Customer asks if a specific carousel plugin he uses can be widgetized. That means I should create a widget inside functions.php which calls the plugin's function. That means that the plugin's code has to be loaded first so that the function be available to WordPress when the functions.php file is loaded, right? Would that work?

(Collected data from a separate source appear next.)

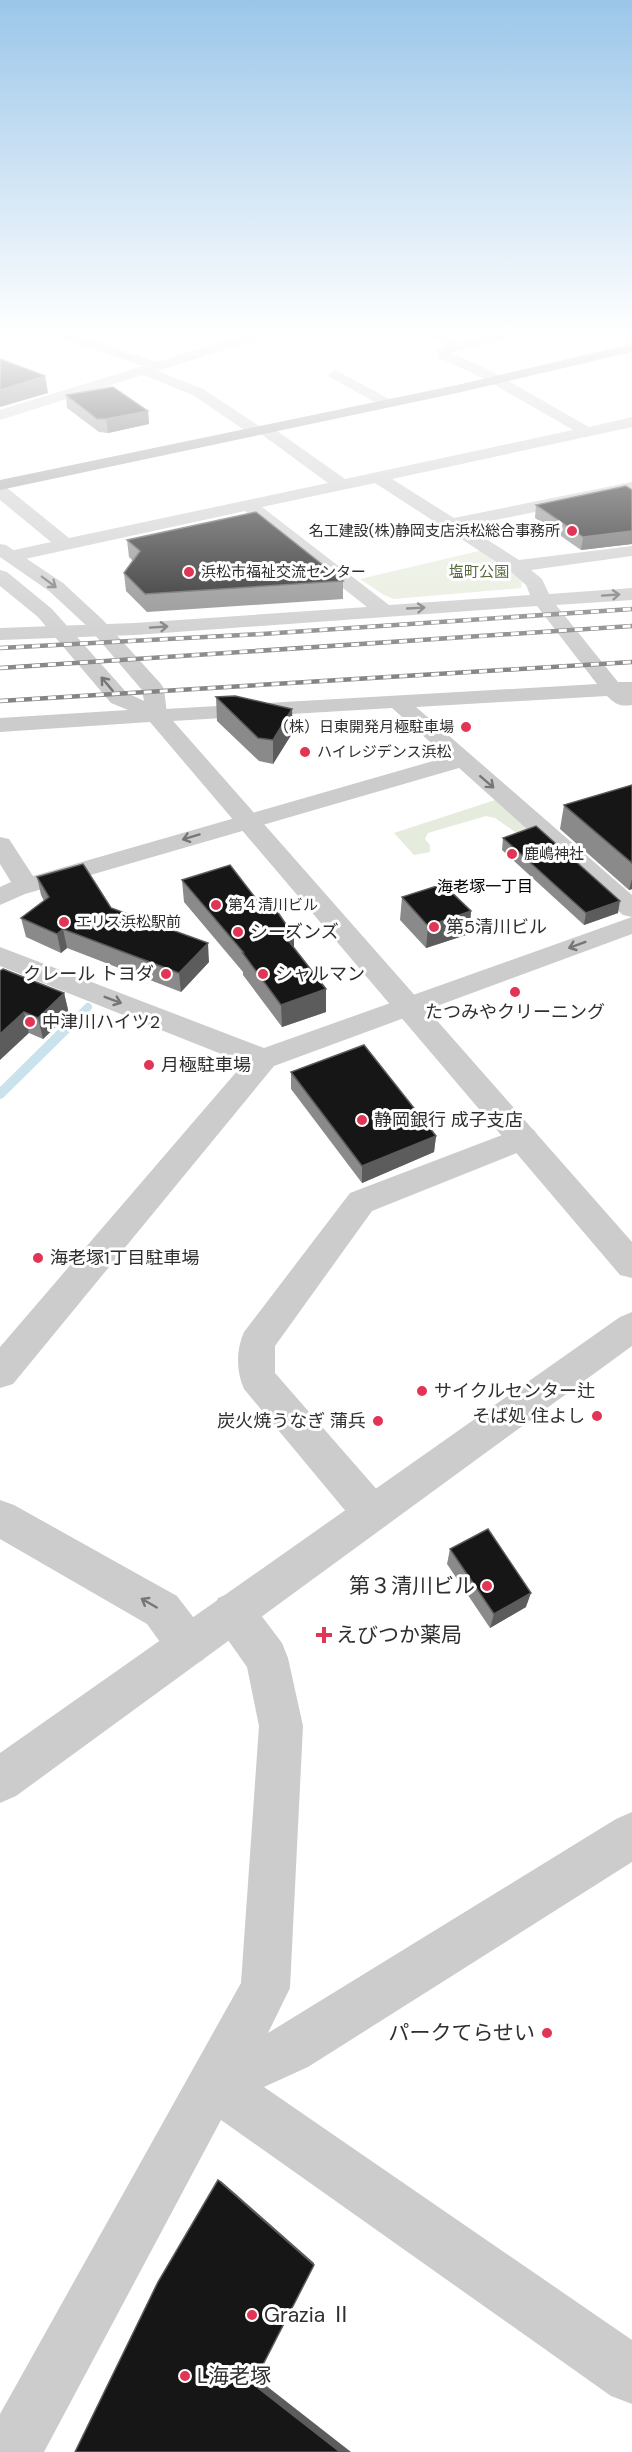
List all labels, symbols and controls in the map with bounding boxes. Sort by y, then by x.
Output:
place label: 名工建設(株)静岡支店浜松総合事務所 [309,521,560,541]
marker: 名工建設(株)静岡支店浜松総合事務所 [565,524,579,538]
place label: 浜松市福祉交流センター [201,562,366,582]
park label: 塩町公園 [449,562,509,582]
marker: 浜松市福祉交流センター [182,565,196,579]
one-way arrow [40,575,56,588]
one-way arrow [601,590,621,601]
one-way arrow [406,602,426,613]
one-way arrow [149,621,169,632]
one-way arrow [100,677,114,692]
place label: （株）日東開発月極駐車場 [274,717,454,737]
marker: （株）日東開発月極駐車場 [459,720,473,734]
place label: ハイレジデンス浜松 [317,742,451,762]
marker: ハイレジデンス浜松 [298,745,312,759]
one-way arrow [479,775,494,789]
one-way arrow [182,832,201,843]
place label: 鹿嶋神社 [524,844,584,864]
marker: 鹿嶋神社 [505,847,519,861]
district label: 海老塚一丁目 [437,876,533,897]
place label: 第４清川ビル [228,895,318,915]
marker: 第４清川ビル [209,898,223,912]
place label: エリス浜松駅前 [76,912,181,932]
marker: エリス浜松駅前 [57,915,71,929]
place label: 第5清川ビル [446,915,547,939]
place label: シーズンズ [250,920,339,944]
marker: 第5清川ビル [427,920,441,934]
marker: シーズンズ [231,925,245,939]
one-way arrow [568,940,587,951]
place label: クレール トヨダ [23,962,154,986]
place label: シャルマン [275,962,365,986]
marker: クレール トヨダ [159,967,173,981]
marker: シャルマン [256,967,270,981]
marker: たつみやクリーニング [508,985,522,999]
one-way arrow [103,995,122,1006]
place label: たつみやクリーニング [425,1000,605,1024]
place label: 中津川ハイツ2 [42,1010,160,1034]
marker: 中津川ハイツ2 [23,1015,37,1029]
place label: 月極駐車場 [161,1053,251,1077]
marker: 月極駐車場 [142,1058,156,1072]
place label: 静岡銀行 成子支店 [374,1108,523,1132]
marker: 静岡銀行 成子支店 [355,1113,369,1127]
place label: 海老塚1丁目駐車場 [50,1246,200,1270]
marker: 海老塚1丁目駐車場 [31,1251,45,1265]
place label: サイクルセンター辻 [434,1379,595,1403]
marker: サイクルセンター辻 [415,1384,429,1398]
place label: そば処 住よし [472,1404,585,1428]
place label: 炭火焼うなぎ 蒲兵 [217,1409,366,1433]
marker: そば処 住よし [590,1409,604,1423]
marker: 炭火焼うなぎ 蒲兵 [371,1414,385,1428]
place label: 第３清川ビル [349,1572,475,1600]
marker: 第３清川ビル [480,1579,494,1593]
one-way arrow [141,1597,158,1609]
place label: えびつか薬局 [336,1621,462,1649]
marker: えびつか薬局 [317,1628,331,1642]
place label: パークてらせい [388,2019,535,2047]
marker: パークてらせい [540,2026,554,2040]
place label: Grazia Ⅱ [264,2301,352,2329]
marker: Grazia Ⅱ [245,2308,259,2322]
place label: L海老塚 [197,2362,271,2390]
marker: L海老塚 [178,2369,192,2383]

  • Hola consulta para llamar una api externa en que parte de wordpress lo tendria que hacer? gracias – Nicolas Magnani Nov 24 '20 at 23:51
  • Hi - you've posted this as an answer to an existing question, whereas it's really a new question. Could you ask this as a new question please? This site is in English but there's also Stack Overflow en español. – Rup Nov 24 '20 at 23:59
  • But the broad answer I think is that you can call out to an external API from anywhere in a plugin or theme. You should generally cache the response though and avoid long-running requests if you can. If you do reask this question please provide more details about the API you're calling out to and what you want to do. Thanks! – Rup Nov 25 '20 at 0:01

The plugins are loaded right before theme (yes, I've been looking for excuse to use this):

enter image description here

However it is wrong to think about either as point of code execution. For most cases everything should be hooked and executed no earlier than init hook. According to Codex widget registration with register_widget() should be hooked to widget_init.

Because of that order of load doesn't matter for this case, you will have everything loaded by the time widget needs it in any case.

  • 3
    WP core load will never make any sense. – gagarine Aug 27 '15 at 13:45
  • 9
    Any chance we can get an updated chart in 2016? ;-) – jgraup Jan 10 '16 at 15:04
  • 10
    @jgraup you say that like things change in WordPress core... :) – Rarst Jan 10 '16 at 21:19
  • 1
    @Rarst, touché ;-) – jgraup Jan 10 '16 at 21:27
  • 2
    @IsaacLubow yes, the things in more than one column run for those respective contexts, as you can see the same significant chunk of core load is always involved for any request. – Rarst Oct 15 '18 at 11:13

One interesting approach would be to list all hooks to a file in a sequence of execution.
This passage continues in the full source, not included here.